Fund selectors have become key clients for asset managers. It is therefore vital that managers understand how these gatekeepers go about selecting and rejecting funds.
The investment funds industry has been converging for a good number of years, following a sustained period of relatively benign markets. Pre-Covid 19, some managers struggled to attract institutional investors as they labored to differentiate their offerings.
The global pandemic may have turned the world order on its head but, arguably, the resulting market turmoil has given active funds the opportunity to stand out and see their investment process in action. Investment managers now have a chance to flex their investment instinct to locate sound investments in this volatile environment. A critical element in managers motivating interest in their strategy, and thus growing their assets, is the way professional buyers access these funds.
This report seeks to determine the key channels through which this group of investors identify the funds they are interested in buying. It also examines the factors which help them select or reject the vehicles and strategies on offer.
Larry Swedroe, Chief Research Officer at Buckingham Strategic Wealth1
There is a tussle in the world of fund selection between hard and soft factors when assessing managers.
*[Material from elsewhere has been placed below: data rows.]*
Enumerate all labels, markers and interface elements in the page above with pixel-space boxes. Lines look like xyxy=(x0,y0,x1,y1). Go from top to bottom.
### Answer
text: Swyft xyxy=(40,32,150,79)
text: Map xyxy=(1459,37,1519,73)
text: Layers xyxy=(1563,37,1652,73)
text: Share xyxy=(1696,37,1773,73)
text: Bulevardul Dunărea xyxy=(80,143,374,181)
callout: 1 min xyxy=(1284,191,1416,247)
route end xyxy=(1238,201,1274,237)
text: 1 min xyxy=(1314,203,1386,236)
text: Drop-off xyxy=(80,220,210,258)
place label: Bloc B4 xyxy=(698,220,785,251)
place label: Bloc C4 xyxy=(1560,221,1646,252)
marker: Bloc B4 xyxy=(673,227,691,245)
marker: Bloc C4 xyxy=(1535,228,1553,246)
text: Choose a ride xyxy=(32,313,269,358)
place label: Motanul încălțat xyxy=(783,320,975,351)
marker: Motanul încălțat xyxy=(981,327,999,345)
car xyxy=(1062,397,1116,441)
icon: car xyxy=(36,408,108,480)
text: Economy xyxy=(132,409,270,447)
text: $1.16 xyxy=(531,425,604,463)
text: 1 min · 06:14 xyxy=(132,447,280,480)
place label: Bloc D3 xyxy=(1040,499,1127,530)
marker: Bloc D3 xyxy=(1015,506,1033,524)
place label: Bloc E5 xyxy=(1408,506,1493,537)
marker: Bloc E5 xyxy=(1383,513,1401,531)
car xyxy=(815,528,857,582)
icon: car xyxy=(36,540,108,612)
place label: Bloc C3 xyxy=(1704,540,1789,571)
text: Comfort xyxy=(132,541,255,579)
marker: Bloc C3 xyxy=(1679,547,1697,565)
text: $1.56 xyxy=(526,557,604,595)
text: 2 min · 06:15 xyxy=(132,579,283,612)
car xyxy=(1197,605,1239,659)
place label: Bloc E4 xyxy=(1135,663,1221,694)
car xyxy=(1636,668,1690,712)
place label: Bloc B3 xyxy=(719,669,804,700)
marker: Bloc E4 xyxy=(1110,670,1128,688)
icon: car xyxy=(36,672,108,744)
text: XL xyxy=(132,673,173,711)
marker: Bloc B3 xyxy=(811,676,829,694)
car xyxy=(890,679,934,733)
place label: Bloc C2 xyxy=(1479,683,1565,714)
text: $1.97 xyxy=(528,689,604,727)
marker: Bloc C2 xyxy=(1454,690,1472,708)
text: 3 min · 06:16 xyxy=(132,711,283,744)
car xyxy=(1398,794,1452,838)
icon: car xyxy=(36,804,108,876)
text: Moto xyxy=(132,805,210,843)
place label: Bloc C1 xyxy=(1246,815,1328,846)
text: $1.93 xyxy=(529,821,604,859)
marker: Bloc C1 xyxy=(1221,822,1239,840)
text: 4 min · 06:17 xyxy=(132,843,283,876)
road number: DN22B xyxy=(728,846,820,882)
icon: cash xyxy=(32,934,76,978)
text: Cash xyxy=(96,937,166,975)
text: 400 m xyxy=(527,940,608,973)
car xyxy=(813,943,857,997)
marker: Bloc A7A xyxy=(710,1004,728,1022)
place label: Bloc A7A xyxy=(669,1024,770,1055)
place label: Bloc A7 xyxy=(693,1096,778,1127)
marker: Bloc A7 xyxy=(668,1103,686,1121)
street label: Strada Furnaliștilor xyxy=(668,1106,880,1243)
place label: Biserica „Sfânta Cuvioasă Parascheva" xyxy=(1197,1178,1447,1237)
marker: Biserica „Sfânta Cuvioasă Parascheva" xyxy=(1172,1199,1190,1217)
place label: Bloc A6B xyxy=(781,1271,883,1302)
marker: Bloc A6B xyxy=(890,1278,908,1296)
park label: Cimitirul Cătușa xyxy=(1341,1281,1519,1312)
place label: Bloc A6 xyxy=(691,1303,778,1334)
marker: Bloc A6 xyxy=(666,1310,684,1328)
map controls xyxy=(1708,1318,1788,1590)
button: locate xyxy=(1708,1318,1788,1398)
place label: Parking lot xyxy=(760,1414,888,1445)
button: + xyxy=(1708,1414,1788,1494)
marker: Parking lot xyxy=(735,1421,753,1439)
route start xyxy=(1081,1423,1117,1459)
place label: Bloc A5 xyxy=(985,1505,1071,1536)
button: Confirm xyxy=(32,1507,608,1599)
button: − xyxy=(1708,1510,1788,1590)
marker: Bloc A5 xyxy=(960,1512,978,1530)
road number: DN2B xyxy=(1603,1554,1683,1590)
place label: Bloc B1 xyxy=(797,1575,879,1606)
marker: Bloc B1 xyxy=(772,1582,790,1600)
Larry Swedroe, Chief Research Officer at Buckingham Strategic Wealth1 comments: “Despite the evidence demonstrating that manager performance-chasing is a loser’s game, the tradition continues, making this behavior one of the great anomalies in behavioral finance. Why do investors keep repeating the same behavior and expecting a different outcome? Einstein said that is the definition of insanity.”
Several academic studies show institutional investors often hire investment managers after they generate significant returns, then fire them when they perform more poorly. However, evidence suggests the fired managers’ performance often goes on to improve, meaning the investors should have retained the manager in the first place.
Moving beyond past performance, investors are making increasing reference to soft factors when making fund buying decisions. In their book The Trust Mandate, authors Herman Brodie and Klaus Harnack outline this trend. According to them, the three most prominent soft factors investors should take into consideration are a consistent investment philosophy, clear decision-making process and capable investment professionals. Although the pandemic has made evaluating these soft factors more of a challenge, professional buyers have, anecdotally, attested to their growing importance. If anything, the lack of face-to-face interaction has shown the investors just how crucial certain qualitative, subjective measures can be when choosing a manager.